Technical and humanist skills come together to play around with the DPLA’s new API, build application prototypes

“Last week, Matthew Battles and I joined a group of literary hackers, digital humanists, media designers, and veteran librarians at the DPLA (Digital Public Library of America) appfest on the sprawling top floor of Chattanooga’s brutalist-era public library. We wrangled with library metadata all day, seeking new modes of engagement with unwieldy media collections integrated from institutions across the country. The DPLA just released a new API and is preparing to meet your queries with troves of collections information and content. The appfest was a challenge to those in the library community as well as techno-savvy sympathizers to prototype the first DPLA killer-apps. The forty or so people in attendance came from near and far: there was a strong showing of library staff local to Chattanooga and developers, designers, and media scholars flew in from Boston, New York, Texas and beyond (Toronto).

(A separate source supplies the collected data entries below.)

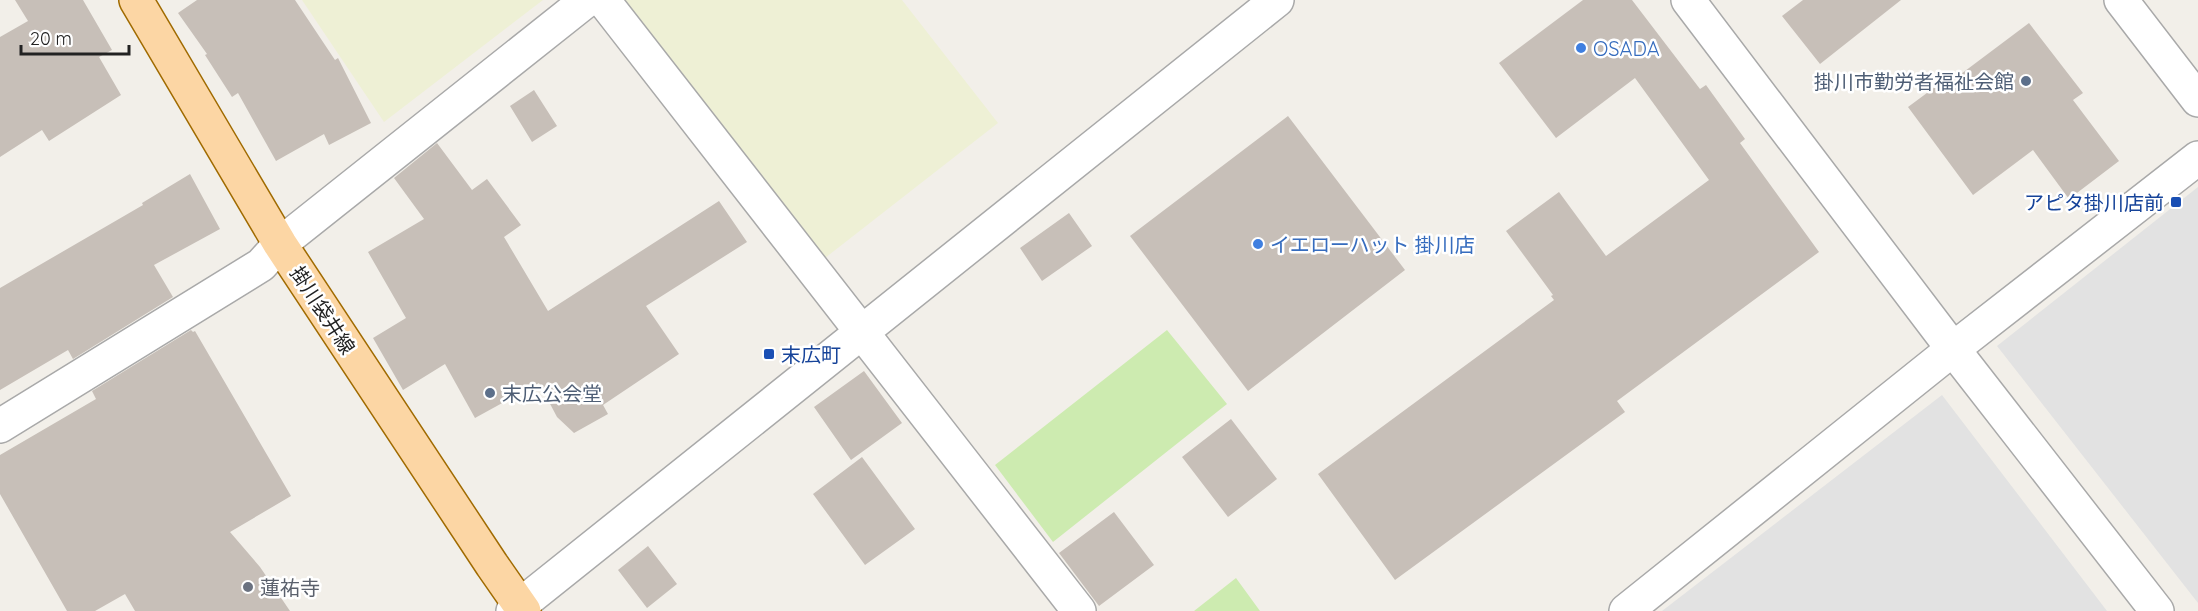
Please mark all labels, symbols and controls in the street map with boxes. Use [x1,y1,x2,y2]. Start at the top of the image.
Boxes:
scale bar [21,18,129,56]
text: 20 m [30,27,72,50]
place label: OSADA [1593,36,1660,61]
marker: OSADA [1574,41,1588,55]
place label: 掛川市勤労者福祉会館 [1814,69,2014,94]
marker: 掛川市勤労者福祉会館 [2019,74,2033,88]
place label: アピタ掛川店前 [2024,190,2164,215]
marker: アピタ掛川店前 [2169,195,2183,209]
place label: イエローハット 掛川店 [1270,232,1475,257]
marker: イエローハット 掛川店 [1251,237,1265,251]
street label: 掛川袋井線 [285,261,361,359]
place label: 末広町 [781,342,841,367]
marker: 末広町 [762,347,776,361]
place label: 末広公会堂 [502,381,602,406]
marker: 末広公会堂 [483,386,497,400]
place label: 蓮祐寺 [260,575,320,600]
marker: 蓮祐寺 [241,580,255,594]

“A range of technical and humanist skills were brought to bear on application prototypes developed in small groups. The results included a system for scoring the similarity of media records (winner of the Chattanooga library trophy), an online reference-ticketing system for asking DPLA-related questions, a mobile app for authoring new collections records, and many more beyond memory. Matthew and I collaborated with a group including local staff as well as visitors. For eight hours, with only short breaks for BBQ and cupcakes, we sought to compile a visual collections map for the DPLA, registering the scope and range of integrated contributions.”

From Yanni Loukissas at the Harvard metaLAB, Library Hacking with the DPLA: Megacollections, Visual Search, and the Ecology of Metadata

 

Want more? Follow the event through Storify, a timeline of tweets, comments, photos and more.

We’ve collected tweets and other bits of social media flotsam from the DPLA Appfest hackathon, November 8-9, 2012 at the Chattanooga (TN) Public Library.

Here are some final thoughts via twitter:

Chattanooga Public Library, @4thfloorChatt: “best news – the team/duo [Catalog The Whole Earth] wants to continue fleshing the idea out after the fest. thats what we like to hear! #dpla”

Josh Hadro, @Hadro: “DPLA Plus group takes home the #DPLA Appfest Cup! Congrats to all, some amazing work instagr.am/p/R09LH8ERDC/

Dave Riordan, @riordan: “#DPLA Appfest is honestly the most productive hackathon I’ve ever been to. More groups shipping near complete things than I’ve ever seen”

Andromeda Yelton, @ThatAndromeda: “Conclusion: diverse skillsets at #dpla (hack, design, metadata, etc.)=more communication challenges and TOTALLY WORTH IT.”